### Task to carry out
Should the word "canvas" occur in a line of the records, copy that line.

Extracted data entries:
--
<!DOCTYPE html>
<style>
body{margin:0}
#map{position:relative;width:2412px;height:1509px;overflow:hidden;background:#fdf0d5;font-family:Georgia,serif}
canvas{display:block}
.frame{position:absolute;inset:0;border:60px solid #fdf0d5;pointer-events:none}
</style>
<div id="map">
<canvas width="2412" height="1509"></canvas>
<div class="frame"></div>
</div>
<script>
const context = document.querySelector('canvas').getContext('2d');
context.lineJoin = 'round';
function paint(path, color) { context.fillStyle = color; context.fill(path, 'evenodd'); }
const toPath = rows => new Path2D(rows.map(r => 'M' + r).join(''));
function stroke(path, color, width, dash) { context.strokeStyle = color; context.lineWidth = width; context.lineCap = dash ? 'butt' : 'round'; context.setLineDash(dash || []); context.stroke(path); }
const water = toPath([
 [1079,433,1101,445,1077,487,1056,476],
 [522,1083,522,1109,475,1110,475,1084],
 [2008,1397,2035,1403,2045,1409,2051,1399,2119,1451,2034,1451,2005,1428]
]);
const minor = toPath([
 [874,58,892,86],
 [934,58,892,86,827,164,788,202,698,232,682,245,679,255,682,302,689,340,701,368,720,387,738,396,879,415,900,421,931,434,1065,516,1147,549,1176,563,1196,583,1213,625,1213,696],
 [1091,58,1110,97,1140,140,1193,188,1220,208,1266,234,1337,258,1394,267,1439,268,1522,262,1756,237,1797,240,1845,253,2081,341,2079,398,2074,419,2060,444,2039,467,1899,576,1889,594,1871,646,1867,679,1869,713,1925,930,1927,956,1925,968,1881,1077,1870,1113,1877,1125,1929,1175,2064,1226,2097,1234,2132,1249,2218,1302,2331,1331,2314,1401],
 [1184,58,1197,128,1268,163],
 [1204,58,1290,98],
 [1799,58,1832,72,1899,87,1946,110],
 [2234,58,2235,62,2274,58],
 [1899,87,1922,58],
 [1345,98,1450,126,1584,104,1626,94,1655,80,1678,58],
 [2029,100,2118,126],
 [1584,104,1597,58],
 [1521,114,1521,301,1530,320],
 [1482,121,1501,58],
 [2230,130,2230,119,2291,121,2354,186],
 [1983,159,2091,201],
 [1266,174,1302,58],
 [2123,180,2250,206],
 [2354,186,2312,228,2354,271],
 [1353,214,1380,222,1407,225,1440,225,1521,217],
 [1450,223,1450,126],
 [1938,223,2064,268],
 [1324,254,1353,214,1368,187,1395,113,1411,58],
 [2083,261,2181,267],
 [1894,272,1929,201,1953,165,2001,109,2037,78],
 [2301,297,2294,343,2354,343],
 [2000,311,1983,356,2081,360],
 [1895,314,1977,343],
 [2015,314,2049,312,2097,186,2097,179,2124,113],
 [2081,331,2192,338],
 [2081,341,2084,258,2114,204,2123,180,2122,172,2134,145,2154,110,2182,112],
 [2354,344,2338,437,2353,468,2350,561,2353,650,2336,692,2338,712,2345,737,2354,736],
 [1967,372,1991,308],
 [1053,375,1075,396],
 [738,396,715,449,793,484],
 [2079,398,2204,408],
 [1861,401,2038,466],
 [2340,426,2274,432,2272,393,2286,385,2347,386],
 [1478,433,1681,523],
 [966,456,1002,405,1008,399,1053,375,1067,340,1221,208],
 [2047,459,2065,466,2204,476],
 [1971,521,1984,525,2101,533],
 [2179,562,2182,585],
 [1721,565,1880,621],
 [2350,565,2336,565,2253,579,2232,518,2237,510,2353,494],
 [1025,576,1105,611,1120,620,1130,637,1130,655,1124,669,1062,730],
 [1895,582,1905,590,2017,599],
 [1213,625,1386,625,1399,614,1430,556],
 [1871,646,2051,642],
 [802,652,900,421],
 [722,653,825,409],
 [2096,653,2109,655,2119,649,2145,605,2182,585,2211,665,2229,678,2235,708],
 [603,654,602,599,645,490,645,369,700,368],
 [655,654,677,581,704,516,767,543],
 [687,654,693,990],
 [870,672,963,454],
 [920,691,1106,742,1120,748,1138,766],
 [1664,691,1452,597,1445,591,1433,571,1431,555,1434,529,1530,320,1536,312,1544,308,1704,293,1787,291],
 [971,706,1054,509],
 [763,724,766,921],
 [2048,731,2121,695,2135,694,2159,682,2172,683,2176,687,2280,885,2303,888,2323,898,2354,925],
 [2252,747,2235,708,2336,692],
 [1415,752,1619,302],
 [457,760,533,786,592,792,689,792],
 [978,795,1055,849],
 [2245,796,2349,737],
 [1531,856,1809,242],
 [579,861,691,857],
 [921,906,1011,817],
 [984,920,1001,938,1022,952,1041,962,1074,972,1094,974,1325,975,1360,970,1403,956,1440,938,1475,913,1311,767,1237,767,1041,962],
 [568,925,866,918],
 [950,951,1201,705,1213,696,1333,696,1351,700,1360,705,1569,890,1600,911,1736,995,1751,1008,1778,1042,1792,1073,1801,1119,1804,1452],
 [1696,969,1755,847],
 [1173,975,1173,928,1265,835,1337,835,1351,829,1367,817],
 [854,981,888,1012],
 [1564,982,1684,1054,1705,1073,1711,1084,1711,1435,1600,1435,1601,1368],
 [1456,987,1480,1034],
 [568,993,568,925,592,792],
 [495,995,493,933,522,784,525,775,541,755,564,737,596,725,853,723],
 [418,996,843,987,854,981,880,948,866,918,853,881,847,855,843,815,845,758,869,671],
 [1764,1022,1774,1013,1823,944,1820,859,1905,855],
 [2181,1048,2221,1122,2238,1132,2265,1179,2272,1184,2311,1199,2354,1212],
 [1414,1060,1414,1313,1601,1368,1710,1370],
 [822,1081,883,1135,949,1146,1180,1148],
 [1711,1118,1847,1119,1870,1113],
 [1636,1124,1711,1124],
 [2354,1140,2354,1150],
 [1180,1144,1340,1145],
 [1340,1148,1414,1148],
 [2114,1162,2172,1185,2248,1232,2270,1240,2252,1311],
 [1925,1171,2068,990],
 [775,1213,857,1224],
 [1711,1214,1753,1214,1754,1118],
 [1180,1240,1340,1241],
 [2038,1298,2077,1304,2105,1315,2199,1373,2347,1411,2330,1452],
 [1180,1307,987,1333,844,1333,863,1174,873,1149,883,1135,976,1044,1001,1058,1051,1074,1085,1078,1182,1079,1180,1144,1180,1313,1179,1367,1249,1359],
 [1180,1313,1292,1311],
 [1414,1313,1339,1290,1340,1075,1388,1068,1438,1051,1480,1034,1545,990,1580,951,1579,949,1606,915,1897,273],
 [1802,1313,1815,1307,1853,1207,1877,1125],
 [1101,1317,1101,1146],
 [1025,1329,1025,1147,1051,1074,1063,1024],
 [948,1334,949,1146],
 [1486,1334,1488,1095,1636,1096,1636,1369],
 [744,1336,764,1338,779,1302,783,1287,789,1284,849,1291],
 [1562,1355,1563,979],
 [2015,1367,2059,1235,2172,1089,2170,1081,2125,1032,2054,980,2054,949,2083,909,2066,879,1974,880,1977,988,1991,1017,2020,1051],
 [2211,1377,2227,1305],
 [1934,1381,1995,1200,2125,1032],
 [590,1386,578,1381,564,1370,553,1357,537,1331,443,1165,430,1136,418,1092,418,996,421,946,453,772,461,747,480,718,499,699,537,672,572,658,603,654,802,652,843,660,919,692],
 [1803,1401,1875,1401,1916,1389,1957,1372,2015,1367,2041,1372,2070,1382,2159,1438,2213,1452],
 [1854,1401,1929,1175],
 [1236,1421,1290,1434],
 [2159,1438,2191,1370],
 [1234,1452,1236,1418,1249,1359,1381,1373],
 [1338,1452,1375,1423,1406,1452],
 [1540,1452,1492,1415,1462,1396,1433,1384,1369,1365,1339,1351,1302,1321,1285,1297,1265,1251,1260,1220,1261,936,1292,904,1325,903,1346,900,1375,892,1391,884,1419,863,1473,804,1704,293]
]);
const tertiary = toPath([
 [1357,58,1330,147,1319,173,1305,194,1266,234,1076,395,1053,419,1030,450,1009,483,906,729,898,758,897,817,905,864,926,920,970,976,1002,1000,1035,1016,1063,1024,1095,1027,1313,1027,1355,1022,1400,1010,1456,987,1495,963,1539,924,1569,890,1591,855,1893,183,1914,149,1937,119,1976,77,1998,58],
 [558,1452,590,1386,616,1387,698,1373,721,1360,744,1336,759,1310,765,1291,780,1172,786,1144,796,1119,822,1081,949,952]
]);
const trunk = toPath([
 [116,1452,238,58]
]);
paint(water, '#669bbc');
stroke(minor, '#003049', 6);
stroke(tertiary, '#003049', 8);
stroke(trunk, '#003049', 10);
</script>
--
### Written solution
canvas{display:block}
<canvas width="2412" height="1509"></canvas>
const context = document.querySelector('canvas').getContext('2d');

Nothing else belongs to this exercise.